Cumene hydroperoxide
- Names: Preferred IUPAC name 2-Phenylpropane-2-peroxol

Identifiers
- CAS Number: 80-15-9;
- 3D model (JSmol): Interactive image;
- ChEBI: CHEBI:78673;
- ChemSpider: 6377;
- ECHA InfoCard: 100.001.141
- PubChem CID: 6629;
- UNII: PG7JD54X4I;
- CompTox Dashboard (EPA): DTXSID3024869 ;

Properties
- Chemical formula: C_{9}H_{12}O_{2}
- Molar mass: 152.193 g·mol^{−1}
- Appearance: Colorless to pale yellow liquid
- Density: 1.02 g/cm^{3}
- Melting point: −9 °C (16 °F; 264 K)
- Boiling point: 153 °C (307 °F; 426 K)
- Solubility in water: 1.5 g/100 mL
- Vapor pressure: 14 mmHg, at 20 °C
- Hazards: GHS labelling:
- Pictograms: GHS02: Flammable GHS05: Corrosive GHS06: Toxic
- Signal word: Danger
- Hazard statements: H242, H302, H312, H314, H331, H373, H411
- Precautionary statements: P220, P261, P273, P280, P305+P351+P338, P310
- NFPA 704 (fire diamond): 1 2 4
- Flash point: 57 °C (135 °F; 330 K)
- Safety data sheet (SDS): sigmaaldrich.com

= Cumene hydroperoxide =

Aromatic organic chemical compound

Cumene hydroperoxide is the organic compound with the formula C_{6}H_{5}C(CH_{3})_{2}OOH; this oily liquid is classified as an organic hydroperoxide.
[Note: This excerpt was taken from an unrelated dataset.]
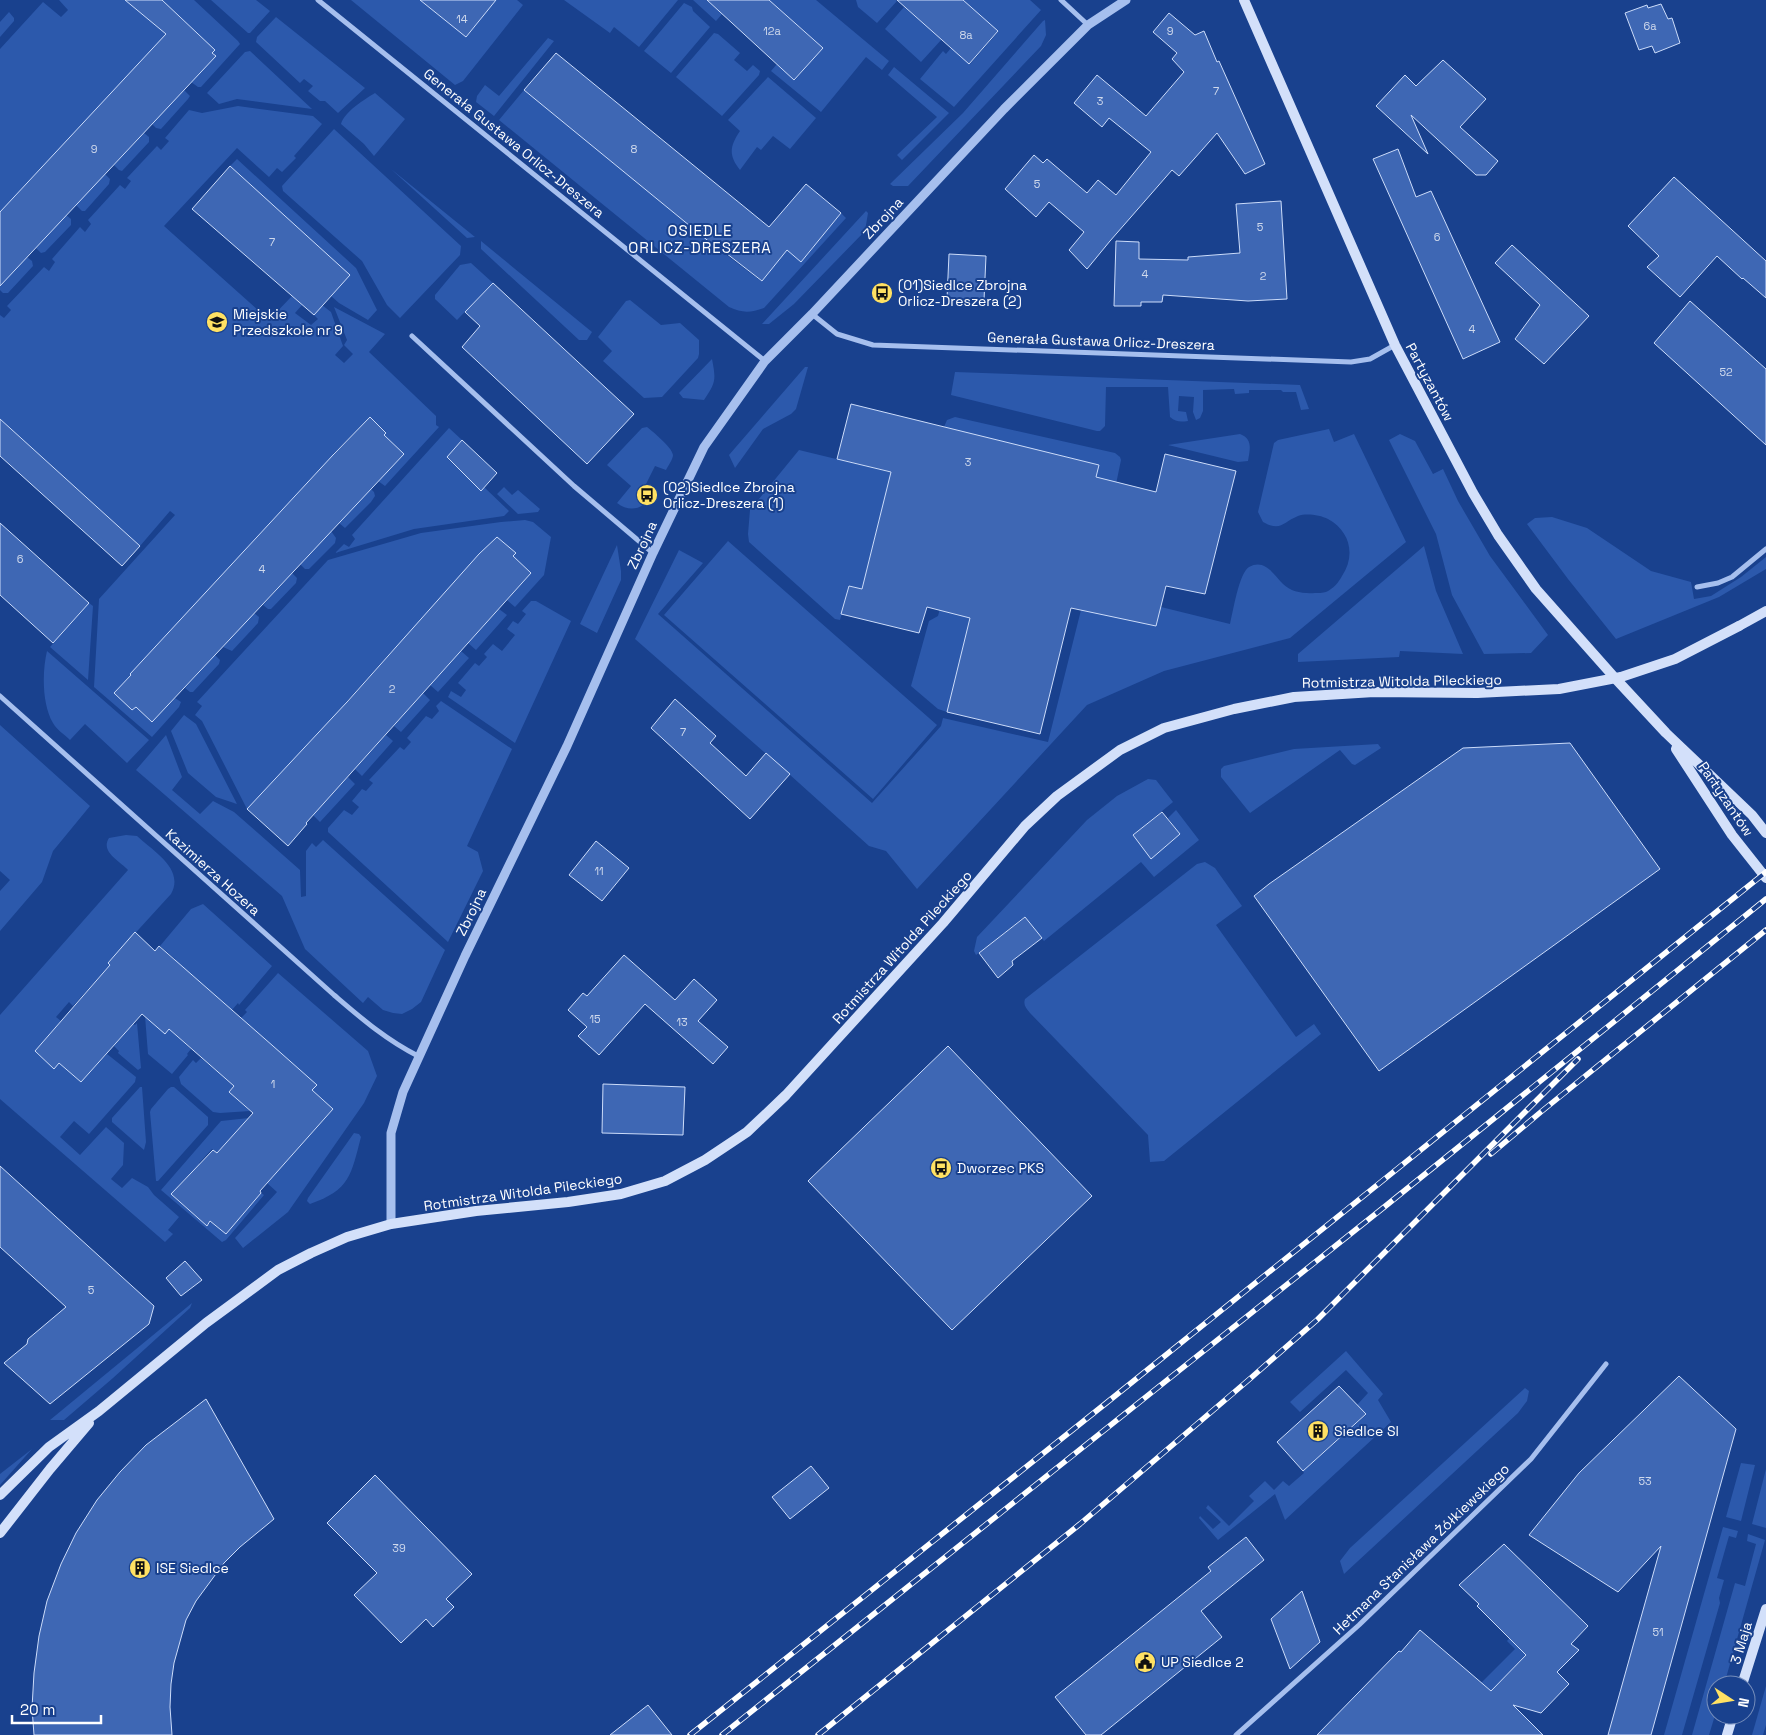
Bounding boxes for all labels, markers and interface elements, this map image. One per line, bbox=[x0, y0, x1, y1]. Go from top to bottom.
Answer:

Products of decomposition of cumene hydroperoxide are methylstyrene, acetophenone, and 2-phenylpropan-2-ol.

It is produced by treatment of cumene with oxygen, an autoxidation. At temperatures >100 °C, oxygen is passed through liquid cumene:
 C_{6}H_{5}CH(CH_{3})_{2} + O_{2} → C_{6}H_{5}C(CH_{3})_{2}OOH
Dicumyl peroxide is a side product.

==Applications==
Cumene hydroperoxide is an intermediate in the cumene process for producing phenol and acetone from benzene and propylene.
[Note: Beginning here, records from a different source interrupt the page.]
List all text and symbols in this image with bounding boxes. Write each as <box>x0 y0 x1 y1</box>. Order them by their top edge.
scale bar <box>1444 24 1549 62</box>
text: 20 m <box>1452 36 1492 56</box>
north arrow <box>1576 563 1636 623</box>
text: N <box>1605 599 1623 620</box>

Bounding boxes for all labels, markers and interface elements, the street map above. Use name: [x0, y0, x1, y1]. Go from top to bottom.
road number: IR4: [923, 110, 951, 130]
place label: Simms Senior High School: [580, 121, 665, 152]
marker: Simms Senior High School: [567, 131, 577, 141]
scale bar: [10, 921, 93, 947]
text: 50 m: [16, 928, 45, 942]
Cumene hydroperoxide is a radical initiator for production of acrylates.

Cumene hydroperoxide is involved as an organic peroxide in the production of propylene oxide by the oxidation of propylene. This technology was commercialized by Sumitomo Chemical.

The oxidation by cumene hydroperoxide of propylene affords propylene oxide and the byproduct 2-phenylpropan-2-ol. The reaction follows this stoichiometry:
 CH_{3}CH=CH_{2} + C_{6}H_{5}C(CH_{3})_{2}OOH → CH_{3}CHCH_{2}O + C_{6}H_{5}C(CH_{3})_{2}OH

Dehydrating and hydrogenating cumyl alcohol recycles the cumene.

==Safety==
Cumene hydroperoxide, like all organic peroxides, is potentially explosive. It is also toxic, corrosive and flammable as well as a skin-irritant.